Wondering how to get started with SAP HANA Smart Data Integration and Smart Data Quality?
Then you are at the right place to explore information on getting started with SAP HANA Smart Data Integrator (SDI) and SAP HANA Smart Data Quality (SDQ).
There are three major styles of data integration. They are bulk and batch, real-time replication, and data virtualization. SAP HANA Smart Data Integration supports all three. SDI provides real-time data provisioning, bulk data movement, and federation capabilities. It includes two components the Data Provisioning Server on the SAP HANA database server, and the Data Provisioning Agent as an intermediary between SAP HANA and the external sources. Data Provisioning Agent hosts data provisioning adapters. It enables data federation, replication, and transformation scenarios for on-premise or in-cloud deployments. As it can be installed on a separate host from the data source, it can be used in secure enterprise network scenarios. Replication tasks and flowgraphs let you set up batch or real-time data replication and transformation scenarios. SAP HANA Smart Data Quality also requires the script server service running on the SAP HANA database server.

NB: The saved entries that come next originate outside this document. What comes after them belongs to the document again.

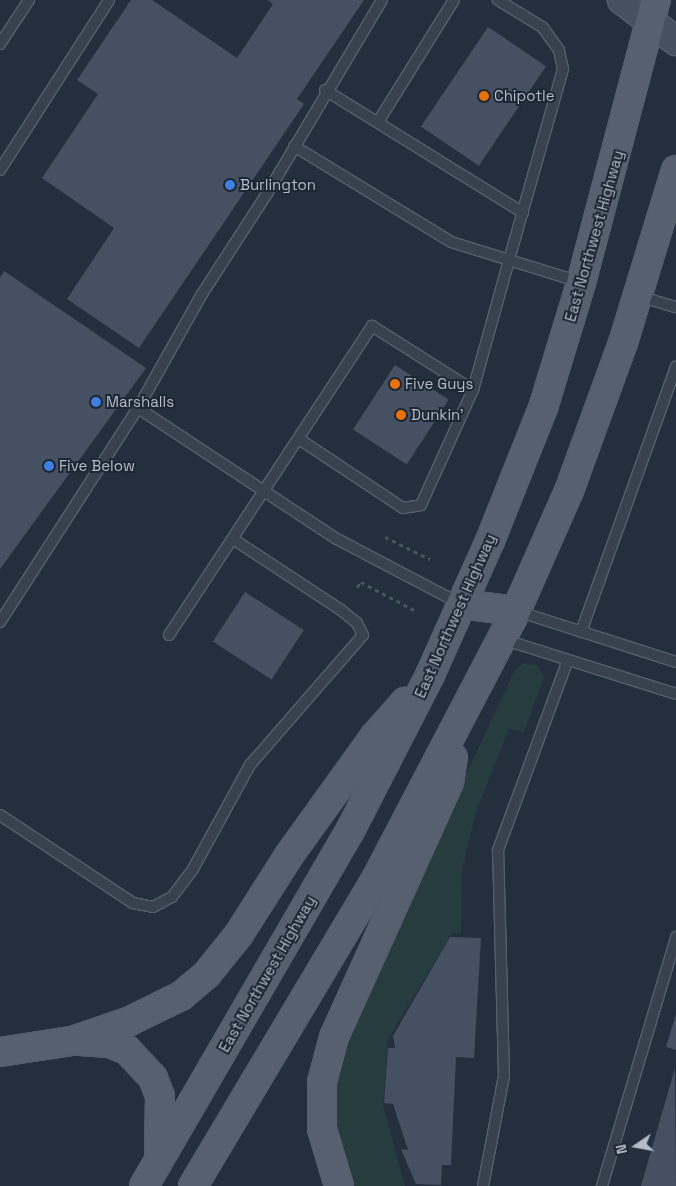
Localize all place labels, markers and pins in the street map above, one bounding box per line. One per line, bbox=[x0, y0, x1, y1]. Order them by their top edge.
place label: Chipotle bbox=[494, 87, 555, 105]
marker: Chipotle bbox=[478, 90, 490, 102]
place label: Burlington bbox=[240, 176, 316, 194]
marker: Burlington bbox=[224, 179, 236, 191]
place label: Five Guys bbox=[405, 375, 473, 393]
marker: Five Guys bbox=[389, 378, 401, 390]
place label: Marshalls bbox=[106, 393, 174, 411]
marker: Marshalls bbox=[90, 396, 102, 408]
place label: Dunkin' bbox=[411, 406, 464, 424]
marker: Dunkin' bbox=[395, 409, 407, 421]
place label: Five Below bbox=[59, 457, 135, 475]
marker: Five Below bbox=[43, 460, 55, 472]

SAP HANA Smart Data Integrator and SAP HANA Smart Data Quality have a number of videos created in the HANA Academy to assist with many of the common installation and configuration of the product. These videos along with a number of blogs are available to assist with getting started with SAP HANA Smart Data Integration and Smart Data Quality.
Understand Architecture and Involved HANA Objects
SDI Component hierarchy
- Each Hana instance has a Data Provisioning Server (DPServer)

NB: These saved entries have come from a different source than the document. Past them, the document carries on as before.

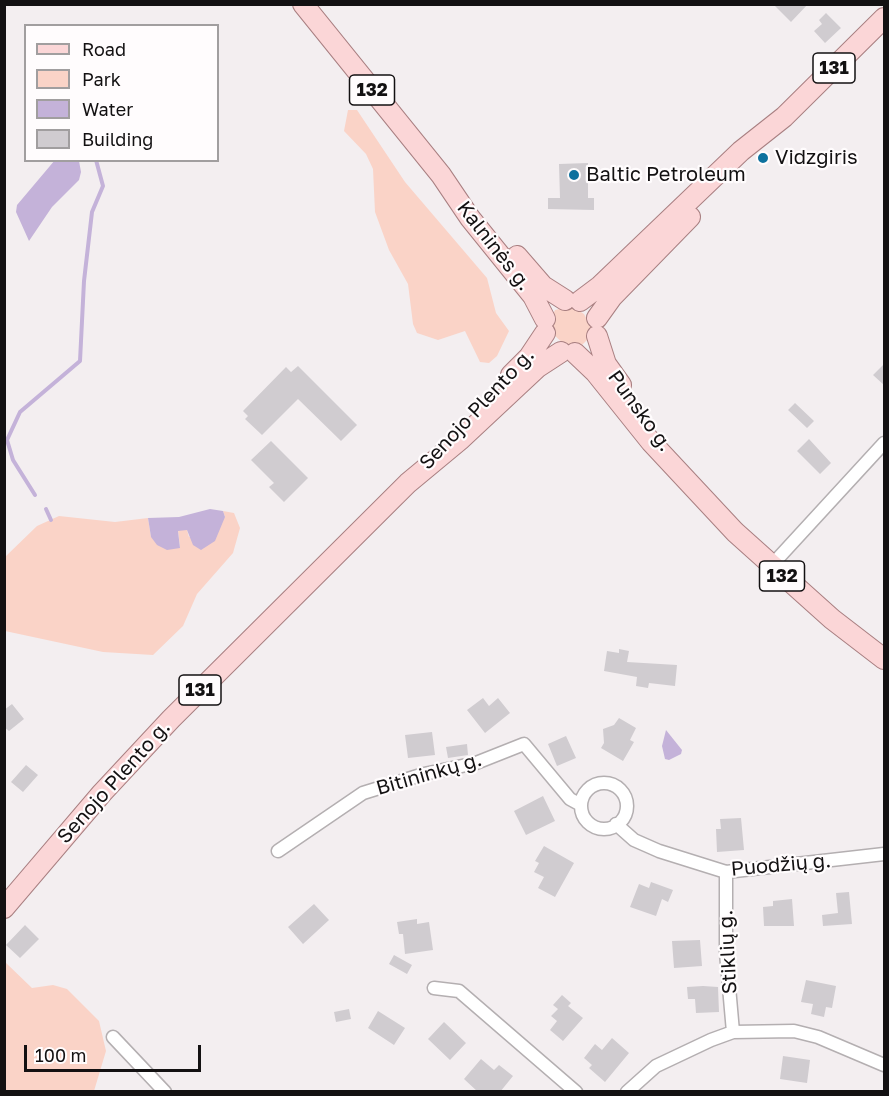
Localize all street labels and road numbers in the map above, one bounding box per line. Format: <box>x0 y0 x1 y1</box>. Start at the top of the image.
road number: 131 <box>813 53 855 83</box>
road number: 132 <box>350 75 394 105</box>
street label: Kalninės g. <box>452 197 536 295</box>
street label: Senojo Plento g. <box>415 343 539 475</box>
street label: Punsko g. <box>603 366 677 456</box>
road number: 132 <box>760 561 804 591</box>
road number: 131 <box>179 675 221 705</box>
street label: Senojo Plento g. <box>52 715 176 849</box>
street label: Bitininkų g. <box>373 747 485 801</box>
street label: Puodžių g. <box>730 849 832 881</box>
street label: Stiklių g. <box>714 909 742 995</box>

- The DPServer handles the communication between HANA and the Agents
- Each DP Server has a Data Provisioning Agent connected (DPAgent)
- The DPAgent is usually close to the source system
- Each Adapter is connected to the Sources
- The Adapter acts as a bridge or translation device between the source and HANA
- Each Source has many tables (or procedures)

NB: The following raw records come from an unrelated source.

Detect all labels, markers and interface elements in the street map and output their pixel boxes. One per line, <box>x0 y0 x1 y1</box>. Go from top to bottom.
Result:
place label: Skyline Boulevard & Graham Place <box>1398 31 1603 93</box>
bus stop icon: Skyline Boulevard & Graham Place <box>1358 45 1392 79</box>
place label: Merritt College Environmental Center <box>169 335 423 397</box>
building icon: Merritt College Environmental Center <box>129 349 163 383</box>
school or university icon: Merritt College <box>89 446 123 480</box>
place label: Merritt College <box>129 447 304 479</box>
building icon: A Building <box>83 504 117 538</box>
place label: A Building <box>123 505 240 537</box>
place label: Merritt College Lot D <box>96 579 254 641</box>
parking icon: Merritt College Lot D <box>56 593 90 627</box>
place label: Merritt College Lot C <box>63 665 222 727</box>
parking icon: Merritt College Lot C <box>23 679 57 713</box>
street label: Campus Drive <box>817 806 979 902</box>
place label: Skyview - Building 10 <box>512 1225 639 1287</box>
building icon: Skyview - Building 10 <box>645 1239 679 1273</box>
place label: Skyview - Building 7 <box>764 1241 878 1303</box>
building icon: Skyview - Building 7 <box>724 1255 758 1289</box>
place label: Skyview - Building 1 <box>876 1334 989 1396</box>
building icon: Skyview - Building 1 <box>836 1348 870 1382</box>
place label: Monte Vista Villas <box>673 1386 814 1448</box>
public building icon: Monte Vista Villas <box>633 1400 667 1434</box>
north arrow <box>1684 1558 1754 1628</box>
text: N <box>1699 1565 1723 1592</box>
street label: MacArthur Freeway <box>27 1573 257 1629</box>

- The remote source object of HANA holds all information required to connect to a specific source system.
- Each source table is pointed to by virtual tables
- The virtual table represents the remote table in HANA. All metadata needed by HANA is copied for performance reasons, but not the data itself.
- Flowgraph editor for designing the dataflows with transformations.
- The Replication task editor for mass replication.
- Check the Product Availability Matrix (PAM)
- Contains the supported versions of DPAgent for the HANA versions as well as shipped adapters and their requirements.
- Check the SAP HANA Smart Data Integration and SAP HANA Smart Data Quality Installation and Configuration guide.
- Check the SAP HANA Smart Data Integration playlist in the SAP HANA Academy
- Check the SAP HANA Smart Data Integration Best Practices and Sizing Guide.
- Check the SAP Note - 2688382 - SAP HANA Smart Data Integration Memory Sizing Guideline
- When loading and transforming data, there are many factors that affect the memory consumptions that need to be considered to ensure there is enough resources at runtime.
General Steps - SDI
Regardless if SAP HANA Smart Data Integration is used in the cloud or on premise there are general steps that need to be completed to successfully enable communication between the source system and the target HANA system in order to start creating replication tasks or flowgraphs to move the data. The general steps to complete are:
- Install the DPAgent
- Starting the DPAgent
- Connect the DPAgent to HANA
- Registering the Agent
- Registering the Adapter
Setting-up the Data Provisioning Agent to Connect SAP HANA On-premise to SAP HANA Cloud - is a video that goes through each of the steps using the command line configuration tool.
General Steps - SDQ
There are additional steps required for setting up SAP HANA Smart Data Quality. These steps need to be completed in order to use the transformation nodes of Cleanse, Match, and Geocoding. The Installation and Configuration Guide contains additional information.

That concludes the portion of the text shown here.